> [WORK INSTRUCTION]
Scan the entries that follow for the word "stream", then report every line in which it appears.

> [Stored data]
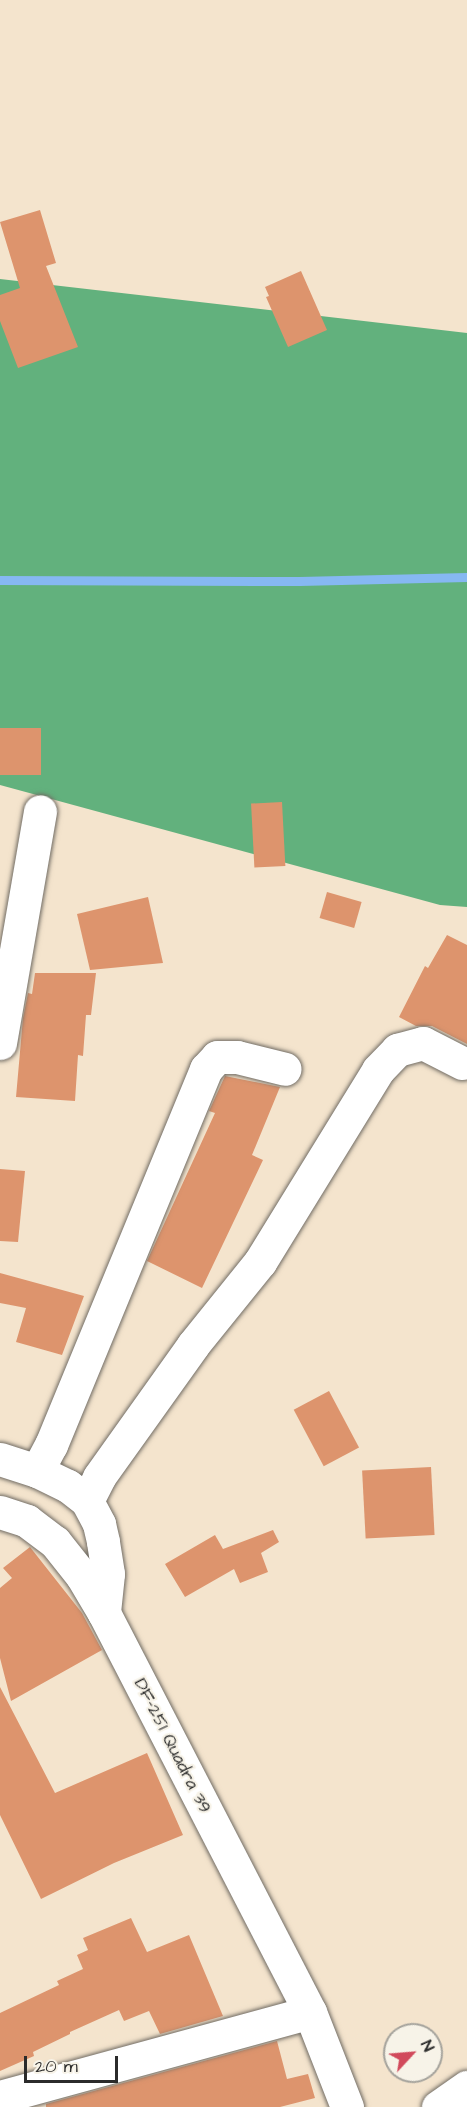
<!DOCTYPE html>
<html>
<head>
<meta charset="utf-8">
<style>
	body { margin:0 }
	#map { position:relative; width:467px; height:2107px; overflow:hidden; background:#f4e4cd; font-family:"Architects Daughter",sans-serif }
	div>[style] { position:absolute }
	.forest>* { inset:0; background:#62b17d }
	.stream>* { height:9px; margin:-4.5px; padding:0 4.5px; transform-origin:4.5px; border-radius:4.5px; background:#86b8f2 }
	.building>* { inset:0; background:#dd946d; transform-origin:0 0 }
	.roads { filter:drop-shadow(0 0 2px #716c64) drop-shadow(0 0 2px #716c64) }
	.minor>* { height:33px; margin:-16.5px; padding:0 16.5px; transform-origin:16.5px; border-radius:16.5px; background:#fff }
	span { translate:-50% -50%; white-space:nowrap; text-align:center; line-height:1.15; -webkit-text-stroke:4.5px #f7f3e8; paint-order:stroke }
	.street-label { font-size:18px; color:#2b2b2b }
	.north { position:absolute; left:383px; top:2023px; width:60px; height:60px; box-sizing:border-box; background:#f7f3e8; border:2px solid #a5a39c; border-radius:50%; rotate:64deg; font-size:16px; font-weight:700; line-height:24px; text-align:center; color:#2b2b2b }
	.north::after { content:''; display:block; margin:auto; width:21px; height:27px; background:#d1495b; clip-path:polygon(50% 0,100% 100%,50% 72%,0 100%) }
	.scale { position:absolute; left:24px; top:2056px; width:94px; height:27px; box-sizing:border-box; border:3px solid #2b2b2b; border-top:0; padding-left:8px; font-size:18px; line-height:21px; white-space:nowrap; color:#2b2b2b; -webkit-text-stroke:4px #f7f3e8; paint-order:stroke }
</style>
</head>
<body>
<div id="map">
	<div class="forest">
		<i style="clip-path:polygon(0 279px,467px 333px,467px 907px,440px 905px,0 785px)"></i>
	</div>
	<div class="stream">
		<i style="left:0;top:580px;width:299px;rotate:0.2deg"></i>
		<i style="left:299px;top:581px;width:168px;rotate:-1.4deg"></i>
	</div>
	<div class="building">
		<i style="clip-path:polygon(40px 210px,56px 263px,46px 266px,78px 347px,18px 368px,0 321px,0 295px,20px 288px,0 222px)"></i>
		<i style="clip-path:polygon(301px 271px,327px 330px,288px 347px,266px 297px,269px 296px,265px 287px)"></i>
		<i style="left:0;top:728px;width:41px;height:47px"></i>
		<i style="left:282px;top:802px;width:64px;height:31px;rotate:87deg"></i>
		<i style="left:327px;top:892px;width:36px;height:27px;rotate:16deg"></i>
		<i style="clip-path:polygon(148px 897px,163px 963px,90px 970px,77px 914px)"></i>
		<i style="clip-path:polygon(447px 935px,467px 945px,467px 1044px,432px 1026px,416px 1026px,399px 1017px,425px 966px,428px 968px)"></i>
		<i style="clip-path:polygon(35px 973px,96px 973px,91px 1015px,86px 1015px,83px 1056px,78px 1055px,75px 1101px,16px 1097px,23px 1018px,28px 993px,32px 994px)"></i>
		<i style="clip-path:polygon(225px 1076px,280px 1087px,252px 1155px,263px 1160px,202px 1288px,147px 1261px,215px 1113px,209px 1111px)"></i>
		<i style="clip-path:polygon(0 1169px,25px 1171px,18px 1242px,0 1241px)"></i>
		<i style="clip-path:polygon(0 1273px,84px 1296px,62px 1355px,16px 1342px,26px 1308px,0 1303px)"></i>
		<i style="left:329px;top:1391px;width:64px;height:40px;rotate:62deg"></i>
		<i style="left:431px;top:1467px;width:68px;height:69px;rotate:87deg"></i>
		<i style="clip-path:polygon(273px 1530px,279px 1542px,261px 1553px,268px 1572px,240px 1583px,234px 1569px,185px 1597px,165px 1564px,215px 1535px,223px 1549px)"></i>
		<i style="clip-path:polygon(30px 1547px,82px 1613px,102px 1650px,11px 1701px,0 1658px,0 1588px,12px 1578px,3px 1568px)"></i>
		<i style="clip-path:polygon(0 1687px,55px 1793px,147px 1753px,183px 1835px,114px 1863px,41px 1899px,0 1815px)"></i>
		<i style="clip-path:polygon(131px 1918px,147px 1952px,189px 1935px,223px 2016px,160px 2034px,149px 2011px,124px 2021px,119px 2010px,70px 2032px,70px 2034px,33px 2052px,34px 2056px,0 2071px,0 2013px,59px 1985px,57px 1981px,83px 1969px,77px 1955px,88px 1950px,83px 1938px)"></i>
		<i style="clip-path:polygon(277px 2041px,287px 2079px,308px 2074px,315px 2098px,280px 2107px,46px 2107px,46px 2104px)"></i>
	</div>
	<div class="roads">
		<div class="minor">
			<i style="left:0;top:1043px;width:235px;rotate:-80.2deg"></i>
			<i style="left:0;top:1459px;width:39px;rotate:18deg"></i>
			<i style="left:37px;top:1471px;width:34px;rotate:26deg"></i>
			<i style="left:68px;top:1486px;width:24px;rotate:38deg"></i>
			<i style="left:87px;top:1501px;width:26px;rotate:62deg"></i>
			<i style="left:99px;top:1524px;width:18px;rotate:77deg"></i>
			<i style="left:103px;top:1542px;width:32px;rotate:81deg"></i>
			<i style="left:108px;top:1574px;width:39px;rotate:96deg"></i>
			<i style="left:37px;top:1471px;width:30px;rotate:-62deg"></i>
			<i style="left:51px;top:1445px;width:407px;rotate:-67.6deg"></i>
			<i style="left:206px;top:1069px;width:16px;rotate:-47deg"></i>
			<i style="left:217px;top:1057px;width:20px"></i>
			<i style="left:237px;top:1057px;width:49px;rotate:14deg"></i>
			<i style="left:87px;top:1501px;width:27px;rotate:-63deg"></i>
			<i style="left:99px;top:1477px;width:162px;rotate:-54.5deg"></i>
			<i style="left:193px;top:1345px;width:107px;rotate:-51.1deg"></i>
			<i style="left:260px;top:1262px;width:225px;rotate:-58.4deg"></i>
			<i style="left:378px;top:1070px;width:28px;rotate:-46deg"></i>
			<i style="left:397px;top:1050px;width:27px;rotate:-15deg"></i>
			<i style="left:423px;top:1043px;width:44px;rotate:27.1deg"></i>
			<i style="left:0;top:1512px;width:28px;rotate:18deg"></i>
			<i style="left:27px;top:1521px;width:35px;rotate:37deg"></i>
			<i style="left:55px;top:1542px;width:43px;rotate:51.5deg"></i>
			<i style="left:82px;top:1576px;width:43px;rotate:59.3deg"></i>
			<i style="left:104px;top:1613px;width:449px;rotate:62.7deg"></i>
			<i style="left:310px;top:2012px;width:102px;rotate:68.7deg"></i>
			<i style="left:0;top:2097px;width:321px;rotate:-15.3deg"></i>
			<i style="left:438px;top:2107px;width:35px;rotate:-35deg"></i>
		</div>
	</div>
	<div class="street-label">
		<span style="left:172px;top:1746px;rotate:63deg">DF-251 Quadra 39</span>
	</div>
	<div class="north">N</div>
	<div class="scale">20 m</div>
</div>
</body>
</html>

> [EXPECTED OUTPUT]
	.stream>* { height:9px; margin:-4.5px; padding:0 4.5px; transform-origin:4.5px; border-radius:4.5px; background:#86b8f2 }
	<div class="stream">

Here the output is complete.